## [Assignment]
Reproduce the opening lines of the records exactly, please, stopping after the line that contains "display:grid; place-items:center; width:77px;".

## [Source information]
=== Begin Enclosure ===
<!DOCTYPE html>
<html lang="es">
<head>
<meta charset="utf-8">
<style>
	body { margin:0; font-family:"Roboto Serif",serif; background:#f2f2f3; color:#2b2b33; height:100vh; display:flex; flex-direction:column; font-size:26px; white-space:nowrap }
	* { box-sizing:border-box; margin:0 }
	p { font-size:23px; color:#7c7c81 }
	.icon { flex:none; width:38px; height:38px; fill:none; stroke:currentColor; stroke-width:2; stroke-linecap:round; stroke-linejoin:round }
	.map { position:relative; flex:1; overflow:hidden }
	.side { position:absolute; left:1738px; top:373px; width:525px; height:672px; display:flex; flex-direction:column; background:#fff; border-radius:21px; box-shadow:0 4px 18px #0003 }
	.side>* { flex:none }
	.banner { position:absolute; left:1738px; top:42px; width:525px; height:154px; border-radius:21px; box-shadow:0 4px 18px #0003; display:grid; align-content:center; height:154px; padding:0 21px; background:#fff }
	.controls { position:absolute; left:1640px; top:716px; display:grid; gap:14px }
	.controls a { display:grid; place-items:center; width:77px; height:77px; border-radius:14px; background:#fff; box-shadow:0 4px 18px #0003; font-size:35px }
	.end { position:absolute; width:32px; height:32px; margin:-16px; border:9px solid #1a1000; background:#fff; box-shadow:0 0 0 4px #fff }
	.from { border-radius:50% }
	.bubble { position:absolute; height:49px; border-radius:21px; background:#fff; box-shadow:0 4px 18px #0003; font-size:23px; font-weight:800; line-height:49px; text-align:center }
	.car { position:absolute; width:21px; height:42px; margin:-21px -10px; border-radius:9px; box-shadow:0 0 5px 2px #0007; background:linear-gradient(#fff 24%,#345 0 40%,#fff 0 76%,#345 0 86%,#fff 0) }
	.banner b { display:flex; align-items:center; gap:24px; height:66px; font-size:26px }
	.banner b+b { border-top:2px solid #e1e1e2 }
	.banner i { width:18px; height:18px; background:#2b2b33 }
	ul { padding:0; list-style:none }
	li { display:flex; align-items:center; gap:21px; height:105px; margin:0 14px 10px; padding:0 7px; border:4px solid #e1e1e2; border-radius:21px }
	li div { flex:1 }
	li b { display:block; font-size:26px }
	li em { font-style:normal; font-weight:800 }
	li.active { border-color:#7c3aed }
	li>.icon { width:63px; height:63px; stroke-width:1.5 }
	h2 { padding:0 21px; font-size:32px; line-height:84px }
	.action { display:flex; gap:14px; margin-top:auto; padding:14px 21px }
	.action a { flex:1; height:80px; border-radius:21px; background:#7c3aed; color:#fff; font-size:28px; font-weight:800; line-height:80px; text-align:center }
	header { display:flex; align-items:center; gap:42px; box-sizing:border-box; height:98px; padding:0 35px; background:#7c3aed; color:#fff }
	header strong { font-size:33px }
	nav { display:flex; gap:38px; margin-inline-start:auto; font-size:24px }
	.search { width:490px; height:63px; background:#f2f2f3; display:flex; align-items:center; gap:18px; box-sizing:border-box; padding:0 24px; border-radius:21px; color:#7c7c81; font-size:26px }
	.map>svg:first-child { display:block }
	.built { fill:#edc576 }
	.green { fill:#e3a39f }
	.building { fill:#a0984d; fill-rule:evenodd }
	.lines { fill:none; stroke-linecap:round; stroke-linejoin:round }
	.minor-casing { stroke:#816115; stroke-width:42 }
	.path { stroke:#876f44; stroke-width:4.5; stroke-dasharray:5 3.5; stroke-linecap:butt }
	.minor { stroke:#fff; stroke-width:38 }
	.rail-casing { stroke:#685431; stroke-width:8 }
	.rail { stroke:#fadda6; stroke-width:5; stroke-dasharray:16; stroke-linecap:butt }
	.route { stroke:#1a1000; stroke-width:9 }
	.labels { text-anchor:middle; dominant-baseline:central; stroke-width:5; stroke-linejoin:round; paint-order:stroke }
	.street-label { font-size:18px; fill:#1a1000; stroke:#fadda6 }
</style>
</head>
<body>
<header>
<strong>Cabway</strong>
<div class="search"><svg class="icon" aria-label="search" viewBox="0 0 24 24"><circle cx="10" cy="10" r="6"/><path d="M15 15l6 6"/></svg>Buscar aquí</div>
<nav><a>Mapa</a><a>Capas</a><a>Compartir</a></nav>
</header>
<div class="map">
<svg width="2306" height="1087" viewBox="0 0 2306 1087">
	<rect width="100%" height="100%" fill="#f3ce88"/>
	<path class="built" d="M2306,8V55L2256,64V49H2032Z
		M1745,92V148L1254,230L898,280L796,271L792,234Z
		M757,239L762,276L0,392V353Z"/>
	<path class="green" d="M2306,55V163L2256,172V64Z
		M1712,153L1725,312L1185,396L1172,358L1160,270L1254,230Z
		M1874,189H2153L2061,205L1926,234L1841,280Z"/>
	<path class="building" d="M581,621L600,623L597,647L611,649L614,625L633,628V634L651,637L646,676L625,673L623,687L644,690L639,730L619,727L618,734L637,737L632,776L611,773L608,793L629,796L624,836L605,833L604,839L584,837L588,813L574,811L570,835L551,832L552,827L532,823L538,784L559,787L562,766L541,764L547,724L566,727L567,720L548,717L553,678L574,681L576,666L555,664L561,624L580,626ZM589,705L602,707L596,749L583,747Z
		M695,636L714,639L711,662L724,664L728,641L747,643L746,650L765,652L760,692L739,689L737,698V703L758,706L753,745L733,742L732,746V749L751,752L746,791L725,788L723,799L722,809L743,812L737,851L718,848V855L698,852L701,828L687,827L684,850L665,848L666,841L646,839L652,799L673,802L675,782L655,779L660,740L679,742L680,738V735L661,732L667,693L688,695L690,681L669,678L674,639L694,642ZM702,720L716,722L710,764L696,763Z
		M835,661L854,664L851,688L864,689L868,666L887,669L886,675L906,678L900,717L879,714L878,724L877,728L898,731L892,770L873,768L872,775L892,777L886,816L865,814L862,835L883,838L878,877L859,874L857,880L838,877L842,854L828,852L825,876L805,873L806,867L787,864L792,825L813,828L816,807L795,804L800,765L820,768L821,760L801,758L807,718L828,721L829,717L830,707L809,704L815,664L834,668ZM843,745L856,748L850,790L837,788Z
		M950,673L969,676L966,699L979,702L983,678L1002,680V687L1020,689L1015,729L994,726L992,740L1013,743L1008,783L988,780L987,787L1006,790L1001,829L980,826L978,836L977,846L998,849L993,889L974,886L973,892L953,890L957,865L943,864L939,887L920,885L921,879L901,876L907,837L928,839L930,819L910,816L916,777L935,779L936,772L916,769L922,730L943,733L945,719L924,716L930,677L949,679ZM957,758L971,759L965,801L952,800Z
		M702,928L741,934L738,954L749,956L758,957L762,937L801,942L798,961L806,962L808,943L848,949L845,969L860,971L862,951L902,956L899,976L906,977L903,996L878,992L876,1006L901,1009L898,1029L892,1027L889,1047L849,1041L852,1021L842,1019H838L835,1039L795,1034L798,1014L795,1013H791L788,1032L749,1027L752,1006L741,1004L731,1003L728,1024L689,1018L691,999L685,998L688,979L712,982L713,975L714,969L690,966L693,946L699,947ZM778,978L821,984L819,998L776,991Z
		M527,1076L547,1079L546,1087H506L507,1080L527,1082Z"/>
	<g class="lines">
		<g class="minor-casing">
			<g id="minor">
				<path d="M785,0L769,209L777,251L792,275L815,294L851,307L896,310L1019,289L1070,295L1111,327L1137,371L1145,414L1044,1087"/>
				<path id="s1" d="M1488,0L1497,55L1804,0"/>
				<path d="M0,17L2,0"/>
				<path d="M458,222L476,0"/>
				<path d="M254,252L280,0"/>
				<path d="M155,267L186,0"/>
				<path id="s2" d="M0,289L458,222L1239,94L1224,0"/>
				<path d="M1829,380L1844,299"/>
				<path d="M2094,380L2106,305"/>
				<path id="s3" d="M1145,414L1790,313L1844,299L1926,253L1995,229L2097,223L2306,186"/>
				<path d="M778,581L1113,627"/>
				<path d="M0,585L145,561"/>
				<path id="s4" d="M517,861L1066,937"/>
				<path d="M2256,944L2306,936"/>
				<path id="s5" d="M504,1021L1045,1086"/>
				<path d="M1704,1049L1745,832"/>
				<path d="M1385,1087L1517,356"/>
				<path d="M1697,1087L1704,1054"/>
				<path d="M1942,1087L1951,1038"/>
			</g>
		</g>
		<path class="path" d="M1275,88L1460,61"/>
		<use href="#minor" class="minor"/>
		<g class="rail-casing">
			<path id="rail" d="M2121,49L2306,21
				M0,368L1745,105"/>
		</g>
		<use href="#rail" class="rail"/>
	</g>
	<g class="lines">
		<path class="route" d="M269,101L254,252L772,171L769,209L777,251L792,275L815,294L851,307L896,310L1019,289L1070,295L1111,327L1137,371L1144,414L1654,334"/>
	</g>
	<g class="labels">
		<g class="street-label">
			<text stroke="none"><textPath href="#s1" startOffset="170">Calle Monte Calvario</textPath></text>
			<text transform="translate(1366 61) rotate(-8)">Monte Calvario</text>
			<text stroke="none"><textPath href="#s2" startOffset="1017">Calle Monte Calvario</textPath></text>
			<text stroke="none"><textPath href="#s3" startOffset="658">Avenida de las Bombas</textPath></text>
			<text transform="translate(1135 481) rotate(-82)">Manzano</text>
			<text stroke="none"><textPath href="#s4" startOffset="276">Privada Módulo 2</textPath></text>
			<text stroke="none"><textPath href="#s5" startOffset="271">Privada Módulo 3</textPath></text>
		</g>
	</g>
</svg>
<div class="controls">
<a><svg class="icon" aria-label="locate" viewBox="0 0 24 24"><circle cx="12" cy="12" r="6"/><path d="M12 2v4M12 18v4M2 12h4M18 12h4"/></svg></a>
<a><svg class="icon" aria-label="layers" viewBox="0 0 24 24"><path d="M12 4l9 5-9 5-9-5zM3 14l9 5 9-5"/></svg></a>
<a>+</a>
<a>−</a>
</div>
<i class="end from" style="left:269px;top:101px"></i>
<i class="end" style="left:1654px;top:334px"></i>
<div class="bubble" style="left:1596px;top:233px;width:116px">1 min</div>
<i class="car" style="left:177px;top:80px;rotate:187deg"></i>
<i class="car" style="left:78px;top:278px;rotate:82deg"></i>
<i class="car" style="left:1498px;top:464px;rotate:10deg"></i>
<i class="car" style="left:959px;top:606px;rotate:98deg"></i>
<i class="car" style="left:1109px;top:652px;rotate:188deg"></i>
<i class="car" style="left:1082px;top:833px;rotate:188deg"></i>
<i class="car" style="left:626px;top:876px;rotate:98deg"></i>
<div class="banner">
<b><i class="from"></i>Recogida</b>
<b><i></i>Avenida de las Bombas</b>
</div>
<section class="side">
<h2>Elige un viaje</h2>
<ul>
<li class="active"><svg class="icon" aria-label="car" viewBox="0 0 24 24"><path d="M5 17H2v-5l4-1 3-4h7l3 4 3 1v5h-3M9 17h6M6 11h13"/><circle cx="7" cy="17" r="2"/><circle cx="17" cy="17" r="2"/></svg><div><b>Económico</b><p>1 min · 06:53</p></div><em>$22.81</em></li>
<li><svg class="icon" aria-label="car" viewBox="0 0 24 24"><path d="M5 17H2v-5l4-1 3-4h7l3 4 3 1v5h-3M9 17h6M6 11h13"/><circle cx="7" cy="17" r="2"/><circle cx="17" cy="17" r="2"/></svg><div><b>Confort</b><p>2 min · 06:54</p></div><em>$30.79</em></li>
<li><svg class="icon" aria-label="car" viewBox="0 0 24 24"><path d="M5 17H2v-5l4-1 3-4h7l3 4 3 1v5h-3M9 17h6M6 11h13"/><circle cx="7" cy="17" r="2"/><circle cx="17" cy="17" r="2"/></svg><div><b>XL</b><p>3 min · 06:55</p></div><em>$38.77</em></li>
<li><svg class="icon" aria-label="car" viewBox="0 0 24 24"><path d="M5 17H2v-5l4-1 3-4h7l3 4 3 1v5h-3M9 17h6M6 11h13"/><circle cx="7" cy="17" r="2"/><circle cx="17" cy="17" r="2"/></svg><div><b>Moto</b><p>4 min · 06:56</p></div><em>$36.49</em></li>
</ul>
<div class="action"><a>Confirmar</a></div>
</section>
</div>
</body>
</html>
=== End Enclosure ===
## [Output for this task]
<!DOCTYPE html>
<html lang="es">
<head>
<meta charset="utf-8">
<style>
	body { margin:0; font-family:"Roboto Serif",serif; background:#f2f2f3; color:#2b2b33; height:100vh; display:flex; flex-direction:column; font-size:26px; white-space:nowrap }
	* { box-sizing:border-box; margin:0 }
	p { font-size:23px; color:#7c7c81 }
	.icon { flex:none; width:38px; height:38px; fill:none; stroke:currentColor; stroke-width:2; stroke-linecap:round; stroke-linejoin:round }
	.map { position:relative; flex:1; overflow:hidden }
	.side { position:absolute; left:1738px; top:373px; width:525px; height:672px; display:flex; flex-direction:column; background:#fff; border-radius:21px; box-shadow:0 4px 18px #0003 }
	.side>* { flex:none }
	.banner { position:absolute; left:1738px; top:42px; width:525px; height:154px; border-radius:21px; box-shadow:0 4px 18px #0003; display:grid; align-content:center; height:154px; padding:0 21px; background:#fff }
	.controls { position:absolute; left:1640px; top:716px; display:grid; gap:14px }
	.controls a { display:grid; place-items:center; width:77px; height:77px; border-radius:14px; background:#fff; box-shadow:0 4px 18px #0003; font-size:35px }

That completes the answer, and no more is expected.